Il gruppo Voyageurs du Monde, il marchio che aggrega un gruppo di tour operator francesi a valore aggiunto, ha sostituito la soluzione di telefonia “open source” Asterisk con un nuovo sistema UCC allo stato dell’arte e ha selezionato a corredo i telefoni IP Snom per la loro versatilità e intuitività.

Il gruppo Voyageurs du Monde progetta viaggi su misura per la propria clientela da oltre 35 anni e conta circa 1.000 addetti dislocati nelle 13 filiali presenti nelle principali città della Francia, oltre a Ginevra e Bruxelles.

A differenza delle agenzie di viaggio convenzionali, Voyageurs du Monde offre viaggi personalizzati e un servizio ad personam erogato da 200 consulenti dedicati di trenta nazionalità differenti, ognuno dei quali è specializzato in un dato Paese o area geografica. I consulenti coprono oltre 120 Paesi.

Come spiegato fin dalle prime battute di una nota ufficiale da Thierry Ars, Responsabile delle infrastrutture per le telecomunicazioni di Voyageurs du Monde: «Avevamo bisogno di una soluzione di telefonia che si interfacciasse con le nostre applicazioni aziendali. La soluzione richiedeva troppo tempo e risorse, anche in termini di manutenzione, e a volte abbiamo avuto problemi di affidabilità. Ci siamo resi conto che era giunto il momento di dotarci di una soluzione altamente integrata, interfacciabile con i nostri sistemi e soprattutto di fruire di un’assistenza erogata da professionisti».

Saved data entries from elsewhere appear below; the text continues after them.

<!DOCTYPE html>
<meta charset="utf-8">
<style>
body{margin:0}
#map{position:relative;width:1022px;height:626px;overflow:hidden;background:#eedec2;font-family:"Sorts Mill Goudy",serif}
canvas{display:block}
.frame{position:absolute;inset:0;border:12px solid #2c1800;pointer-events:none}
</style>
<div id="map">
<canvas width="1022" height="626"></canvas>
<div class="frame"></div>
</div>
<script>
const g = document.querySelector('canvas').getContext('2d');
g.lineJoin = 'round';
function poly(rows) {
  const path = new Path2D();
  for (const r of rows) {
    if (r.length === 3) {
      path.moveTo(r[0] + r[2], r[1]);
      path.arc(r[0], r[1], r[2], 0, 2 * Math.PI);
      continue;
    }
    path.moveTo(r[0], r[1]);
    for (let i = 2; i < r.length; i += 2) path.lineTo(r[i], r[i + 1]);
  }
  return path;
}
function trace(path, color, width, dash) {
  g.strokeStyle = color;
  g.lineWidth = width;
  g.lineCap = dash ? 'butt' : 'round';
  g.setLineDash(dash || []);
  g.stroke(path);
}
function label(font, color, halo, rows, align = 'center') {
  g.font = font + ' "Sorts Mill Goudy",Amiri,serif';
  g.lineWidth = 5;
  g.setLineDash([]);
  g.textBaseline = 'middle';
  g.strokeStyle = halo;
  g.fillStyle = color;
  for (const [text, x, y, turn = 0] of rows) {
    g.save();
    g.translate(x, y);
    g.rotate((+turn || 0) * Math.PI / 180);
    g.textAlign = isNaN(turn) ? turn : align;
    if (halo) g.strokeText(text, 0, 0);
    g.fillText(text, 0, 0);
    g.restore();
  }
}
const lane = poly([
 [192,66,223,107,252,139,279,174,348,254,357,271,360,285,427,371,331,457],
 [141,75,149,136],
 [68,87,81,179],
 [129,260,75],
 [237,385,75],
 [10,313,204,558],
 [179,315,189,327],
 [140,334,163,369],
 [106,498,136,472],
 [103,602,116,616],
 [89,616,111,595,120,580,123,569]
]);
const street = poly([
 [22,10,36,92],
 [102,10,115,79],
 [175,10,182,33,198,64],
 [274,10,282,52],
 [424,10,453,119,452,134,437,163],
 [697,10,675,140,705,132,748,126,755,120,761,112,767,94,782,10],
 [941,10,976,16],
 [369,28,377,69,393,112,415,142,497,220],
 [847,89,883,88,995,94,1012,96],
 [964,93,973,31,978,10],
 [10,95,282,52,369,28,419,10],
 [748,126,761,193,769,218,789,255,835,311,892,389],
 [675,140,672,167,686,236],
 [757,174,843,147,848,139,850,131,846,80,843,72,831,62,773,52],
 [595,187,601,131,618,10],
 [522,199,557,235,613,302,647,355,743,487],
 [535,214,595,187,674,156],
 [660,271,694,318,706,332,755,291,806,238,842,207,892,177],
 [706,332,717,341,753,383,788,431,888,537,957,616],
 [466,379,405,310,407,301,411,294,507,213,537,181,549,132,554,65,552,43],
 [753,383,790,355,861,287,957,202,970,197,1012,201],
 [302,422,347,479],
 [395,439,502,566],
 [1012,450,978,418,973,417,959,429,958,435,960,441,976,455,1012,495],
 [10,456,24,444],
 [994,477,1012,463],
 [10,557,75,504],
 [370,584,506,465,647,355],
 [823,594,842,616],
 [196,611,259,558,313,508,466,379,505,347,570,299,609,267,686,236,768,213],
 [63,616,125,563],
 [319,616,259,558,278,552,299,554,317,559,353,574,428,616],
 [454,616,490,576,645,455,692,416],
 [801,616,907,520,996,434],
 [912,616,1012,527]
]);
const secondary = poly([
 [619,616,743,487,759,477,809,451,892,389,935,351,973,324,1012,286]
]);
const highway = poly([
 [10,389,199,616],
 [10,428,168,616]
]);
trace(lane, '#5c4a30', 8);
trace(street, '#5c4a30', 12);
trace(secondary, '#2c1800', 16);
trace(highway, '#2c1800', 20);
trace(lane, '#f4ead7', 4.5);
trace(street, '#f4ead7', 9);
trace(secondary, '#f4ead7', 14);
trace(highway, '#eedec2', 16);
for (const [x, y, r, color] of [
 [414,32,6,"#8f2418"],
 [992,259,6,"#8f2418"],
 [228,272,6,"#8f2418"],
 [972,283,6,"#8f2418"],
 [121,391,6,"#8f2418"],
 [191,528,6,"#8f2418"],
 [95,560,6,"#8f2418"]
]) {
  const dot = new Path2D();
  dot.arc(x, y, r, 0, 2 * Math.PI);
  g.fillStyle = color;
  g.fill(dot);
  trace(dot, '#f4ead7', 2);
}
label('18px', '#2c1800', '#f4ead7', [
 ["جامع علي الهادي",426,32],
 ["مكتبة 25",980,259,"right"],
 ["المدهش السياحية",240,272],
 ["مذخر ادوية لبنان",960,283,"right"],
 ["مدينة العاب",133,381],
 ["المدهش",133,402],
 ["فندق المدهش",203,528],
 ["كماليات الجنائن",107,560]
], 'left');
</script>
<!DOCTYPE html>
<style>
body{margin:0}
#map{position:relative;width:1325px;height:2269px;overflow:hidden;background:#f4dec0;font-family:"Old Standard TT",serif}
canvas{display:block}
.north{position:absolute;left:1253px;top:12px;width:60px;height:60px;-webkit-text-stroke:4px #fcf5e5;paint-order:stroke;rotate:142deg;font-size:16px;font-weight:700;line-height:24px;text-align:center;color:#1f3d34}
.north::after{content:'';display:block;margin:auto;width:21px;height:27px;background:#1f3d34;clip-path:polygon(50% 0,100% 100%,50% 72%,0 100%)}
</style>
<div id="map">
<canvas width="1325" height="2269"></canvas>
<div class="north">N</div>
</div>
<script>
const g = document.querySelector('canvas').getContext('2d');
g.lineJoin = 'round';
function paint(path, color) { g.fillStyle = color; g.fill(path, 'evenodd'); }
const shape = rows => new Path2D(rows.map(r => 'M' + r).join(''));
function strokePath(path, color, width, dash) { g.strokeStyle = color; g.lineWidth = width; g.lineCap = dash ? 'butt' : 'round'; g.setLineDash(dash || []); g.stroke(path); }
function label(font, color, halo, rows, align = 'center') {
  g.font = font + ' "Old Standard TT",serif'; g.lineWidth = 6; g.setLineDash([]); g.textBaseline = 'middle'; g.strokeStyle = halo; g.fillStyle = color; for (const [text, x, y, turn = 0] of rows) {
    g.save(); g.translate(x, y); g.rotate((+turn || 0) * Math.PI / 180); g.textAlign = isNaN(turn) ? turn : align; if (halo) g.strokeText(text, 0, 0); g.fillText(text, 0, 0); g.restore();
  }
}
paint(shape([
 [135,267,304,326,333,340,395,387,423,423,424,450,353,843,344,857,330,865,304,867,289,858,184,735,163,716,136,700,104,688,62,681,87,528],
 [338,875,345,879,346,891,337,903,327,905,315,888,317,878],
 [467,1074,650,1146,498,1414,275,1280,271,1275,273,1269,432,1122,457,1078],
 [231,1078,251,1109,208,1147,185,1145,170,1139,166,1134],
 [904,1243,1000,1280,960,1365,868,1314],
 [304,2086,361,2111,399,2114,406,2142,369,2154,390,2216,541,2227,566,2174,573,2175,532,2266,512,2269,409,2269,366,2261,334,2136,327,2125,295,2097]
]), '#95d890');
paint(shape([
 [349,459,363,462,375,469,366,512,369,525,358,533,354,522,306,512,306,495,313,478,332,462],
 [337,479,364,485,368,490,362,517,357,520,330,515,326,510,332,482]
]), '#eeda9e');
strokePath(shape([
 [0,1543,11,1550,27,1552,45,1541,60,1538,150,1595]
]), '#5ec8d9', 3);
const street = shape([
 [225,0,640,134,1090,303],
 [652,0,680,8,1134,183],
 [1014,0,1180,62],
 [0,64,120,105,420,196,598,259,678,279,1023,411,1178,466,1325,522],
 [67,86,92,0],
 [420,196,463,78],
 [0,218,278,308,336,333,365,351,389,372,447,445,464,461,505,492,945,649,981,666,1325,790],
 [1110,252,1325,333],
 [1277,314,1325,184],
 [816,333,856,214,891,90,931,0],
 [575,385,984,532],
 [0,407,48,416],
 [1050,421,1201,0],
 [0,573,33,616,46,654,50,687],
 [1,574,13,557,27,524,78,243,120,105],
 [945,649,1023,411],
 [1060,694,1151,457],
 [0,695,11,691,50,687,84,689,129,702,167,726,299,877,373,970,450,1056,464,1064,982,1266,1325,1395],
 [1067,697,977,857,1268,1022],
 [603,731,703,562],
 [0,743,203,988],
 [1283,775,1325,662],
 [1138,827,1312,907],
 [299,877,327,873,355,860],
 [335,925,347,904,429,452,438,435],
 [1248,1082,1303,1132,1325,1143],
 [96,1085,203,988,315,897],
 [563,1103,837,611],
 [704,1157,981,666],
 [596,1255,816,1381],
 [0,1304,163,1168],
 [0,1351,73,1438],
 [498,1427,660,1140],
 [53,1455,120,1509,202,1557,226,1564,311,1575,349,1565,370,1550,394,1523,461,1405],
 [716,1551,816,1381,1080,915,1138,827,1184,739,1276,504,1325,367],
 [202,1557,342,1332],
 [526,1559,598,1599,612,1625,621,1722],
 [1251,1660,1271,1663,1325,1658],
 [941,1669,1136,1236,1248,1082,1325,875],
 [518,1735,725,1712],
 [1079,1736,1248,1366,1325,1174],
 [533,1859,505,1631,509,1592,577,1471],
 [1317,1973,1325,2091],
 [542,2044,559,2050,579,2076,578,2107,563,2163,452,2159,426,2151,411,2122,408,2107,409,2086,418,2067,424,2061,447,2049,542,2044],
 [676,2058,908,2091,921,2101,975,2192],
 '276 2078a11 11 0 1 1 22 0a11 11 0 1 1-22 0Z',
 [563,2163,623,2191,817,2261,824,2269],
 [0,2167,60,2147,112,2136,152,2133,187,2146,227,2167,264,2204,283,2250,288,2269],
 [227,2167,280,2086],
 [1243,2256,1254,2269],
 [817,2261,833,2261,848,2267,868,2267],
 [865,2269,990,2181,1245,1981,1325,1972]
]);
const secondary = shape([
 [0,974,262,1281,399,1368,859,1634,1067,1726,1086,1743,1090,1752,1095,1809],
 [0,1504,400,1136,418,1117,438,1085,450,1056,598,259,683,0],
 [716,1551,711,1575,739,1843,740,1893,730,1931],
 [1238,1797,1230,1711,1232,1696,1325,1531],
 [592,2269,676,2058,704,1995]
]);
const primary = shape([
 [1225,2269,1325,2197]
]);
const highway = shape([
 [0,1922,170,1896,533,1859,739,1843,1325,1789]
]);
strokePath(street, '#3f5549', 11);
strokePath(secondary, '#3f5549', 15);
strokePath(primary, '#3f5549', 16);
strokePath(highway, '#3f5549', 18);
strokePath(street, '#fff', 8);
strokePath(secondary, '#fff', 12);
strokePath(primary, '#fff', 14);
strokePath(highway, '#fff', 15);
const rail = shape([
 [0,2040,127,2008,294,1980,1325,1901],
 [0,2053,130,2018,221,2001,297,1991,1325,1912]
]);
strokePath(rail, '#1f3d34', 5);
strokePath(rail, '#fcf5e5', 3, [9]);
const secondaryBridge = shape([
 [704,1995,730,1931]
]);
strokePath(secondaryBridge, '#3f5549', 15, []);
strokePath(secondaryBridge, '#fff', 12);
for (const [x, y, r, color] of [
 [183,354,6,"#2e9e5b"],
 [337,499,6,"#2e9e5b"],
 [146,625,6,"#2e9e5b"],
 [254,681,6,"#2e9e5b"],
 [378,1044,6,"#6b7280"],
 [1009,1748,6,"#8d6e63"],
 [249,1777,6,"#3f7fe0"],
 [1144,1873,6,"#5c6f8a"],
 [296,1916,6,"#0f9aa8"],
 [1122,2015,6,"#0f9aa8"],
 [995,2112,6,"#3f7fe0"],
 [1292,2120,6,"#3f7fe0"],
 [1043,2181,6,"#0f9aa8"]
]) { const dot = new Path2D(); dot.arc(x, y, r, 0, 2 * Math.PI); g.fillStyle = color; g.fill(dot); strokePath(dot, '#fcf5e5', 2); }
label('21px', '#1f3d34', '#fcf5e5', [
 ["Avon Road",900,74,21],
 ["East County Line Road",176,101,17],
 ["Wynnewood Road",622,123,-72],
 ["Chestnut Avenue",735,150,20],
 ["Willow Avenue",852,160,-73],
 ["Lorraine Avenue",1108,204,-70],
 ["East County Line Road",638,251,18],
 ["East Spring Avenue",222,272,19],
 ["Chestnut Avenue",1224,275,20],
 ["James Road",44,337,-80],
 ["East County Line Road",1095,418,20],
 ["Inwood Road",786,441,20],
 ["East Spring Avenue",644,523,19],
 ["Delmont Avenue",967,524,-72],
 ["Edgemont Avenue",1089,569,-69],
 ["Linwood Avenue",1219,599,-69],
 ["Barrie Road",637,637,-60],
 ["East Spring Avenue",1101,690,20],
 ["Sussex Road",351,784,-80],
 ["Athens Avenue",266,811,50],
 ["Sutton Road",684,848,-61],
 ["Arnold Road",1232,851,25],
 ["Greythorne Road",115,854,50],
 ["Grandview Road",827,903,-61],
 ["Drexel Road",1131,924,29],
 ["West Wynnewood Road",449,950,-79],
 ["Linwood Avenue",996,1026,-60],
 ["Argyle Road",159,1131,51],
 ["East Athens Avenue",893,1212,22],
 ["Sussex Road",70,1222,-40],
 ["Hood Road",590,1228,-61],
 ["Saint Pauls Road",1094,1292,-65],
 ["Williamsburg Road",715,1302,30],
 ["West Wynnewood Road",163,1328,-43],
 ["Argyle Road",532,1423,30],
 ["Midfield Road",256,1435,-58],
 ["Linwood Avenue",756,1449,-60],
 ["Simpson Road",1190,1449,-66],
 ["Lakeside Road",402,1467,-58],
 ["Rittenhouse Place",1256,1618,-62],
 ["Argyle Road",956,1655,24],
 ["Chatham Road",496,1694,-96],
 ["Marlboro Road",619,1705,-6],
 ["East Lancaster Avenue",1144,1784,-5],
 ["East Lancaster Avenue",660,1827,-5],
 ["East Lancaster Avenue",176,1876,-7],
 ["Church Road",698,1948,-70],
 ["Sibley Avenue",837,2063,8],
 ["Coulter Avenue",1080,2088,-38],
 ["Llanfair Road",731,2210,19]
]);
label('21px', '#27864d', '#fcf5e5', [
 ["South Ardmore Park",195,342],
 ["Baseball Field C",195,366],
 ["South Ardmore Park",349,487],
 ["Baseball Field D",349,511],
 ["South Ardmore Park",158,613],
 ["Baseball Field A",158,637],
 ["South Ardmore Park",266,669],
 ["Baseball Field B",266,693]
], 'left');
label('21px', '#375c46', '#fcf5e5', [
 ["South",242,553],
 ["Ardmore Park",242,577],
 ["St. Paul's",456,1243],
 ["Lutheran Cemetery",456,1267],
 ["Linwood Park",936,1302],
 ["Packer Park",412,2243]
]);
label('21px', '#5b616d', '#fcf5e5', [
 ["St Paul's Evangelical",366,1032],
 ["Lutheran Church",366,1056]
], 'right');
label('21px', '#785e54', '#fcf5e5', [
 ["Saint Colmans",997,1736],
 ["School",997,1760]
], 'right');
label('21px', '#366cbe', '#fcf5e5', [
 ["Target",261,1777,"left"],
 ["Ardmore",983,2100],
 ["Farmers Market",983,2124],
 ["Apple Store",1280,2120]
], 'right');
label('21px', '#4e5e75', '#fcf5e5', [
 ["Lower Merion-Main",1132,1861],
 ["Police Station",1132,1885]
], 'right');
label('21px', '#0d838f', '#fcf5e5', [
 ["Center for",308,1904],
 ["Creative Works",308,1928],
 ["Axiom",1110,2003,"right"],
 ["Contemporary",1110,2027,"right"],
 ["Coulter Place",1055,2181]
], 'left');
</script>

In un’attività in cui la comunicazione con i clienti avviene principalmente per telefono, infatti, Voyageurs du Monde aveva bisogno di una nuova soluzione di telefonia. Avendo sviluppato la propria piattaforma per le telecomunicazioni internamente sulla base di un centralino open source Asterisk, Voyageurs du Monde si è trovata ad affrontare le classiche difficoltà di chi sviluppa in-house.

Voyageurs du Monde in cerca di caratteristiche differenzianti

Avendo chiaro l’obiettivo di rinnovare l’infrastruttura a partire dal vecchio sistema, Thierry Ars ha avviato la ricerca di una nuova soluzione, con l’imperativo di trovare una piattaforma chiavi in mano, ospitata e amministrata da un fornitore di servizi gestiti. La soluzione doveva anche interfacciarsi con le applicazioni aziendali come il CRM e la posta elettronica.

Ancora per Ars: «Avevamo anche bisogno di rendere intuitiva la fruizione delle postazioni di lavoro per facilitare l’adozione della nuova soluzione da parte degli utenti. E soprattutto, avevamo intenzione di dotare i nostri dipendenti di strumenti adeguati per lavorare da casa. Ci sono piaciute le caratteristiche differenzianti dei terminali Snom».

Oltre alla nuova piattaforma UCC, l’integratore e operatore Internet/TLC francese Encom Conseil ha proposto i terminali Snom. Il feedback molto positivo in merito alla ricchezza di funzionalità dei telefoni IP Snom, tra cui l’hot desking, raccolto a fronte di una serie di test comparativi condotti con due modelli concorrenti, ha convinto Voyageurs du Monde.

Hot desking: funzione ideale negli ambienti privi di scrivania dedicata

L’hot desking è una funzione che, tra le altre cose, permette a diversi utenti di utilizzare la stessa postazione di lavoro. Per fruire del proprio interno telefonico, è sufficiente attivare l’account personale sul primo terminale disponibile tramite una combinazione di tasti specifica. L’hot desking si rivela quindi ideale negli ambienti in cui gli utenti non dispongono di una scrivania dedicata. Durante i test, sui telefoni Snom l’account utente si è attivato in 5 secondi dall’inserimento del codice rispetto ai circa 30 secondi dei concorrenti.

L’azienda ha quindi scelto di dotarsi dei terminali Snom D735 e D785. Il primo per equipaggiare il 90% dei dipendenti e il secondo per le postazioni manageriali e dei supervisori. Voyageurs du Monde ha anche dotato le sue sale riunioni con i terminali da conferenza Snom MeetingPoint.

Come concluso da Thierry Ars: «Abbiamo davvero apprezzato le caratteristiche differenzianti di Snom, la loro reattività e gli aggiornamenti per noi trasparenti».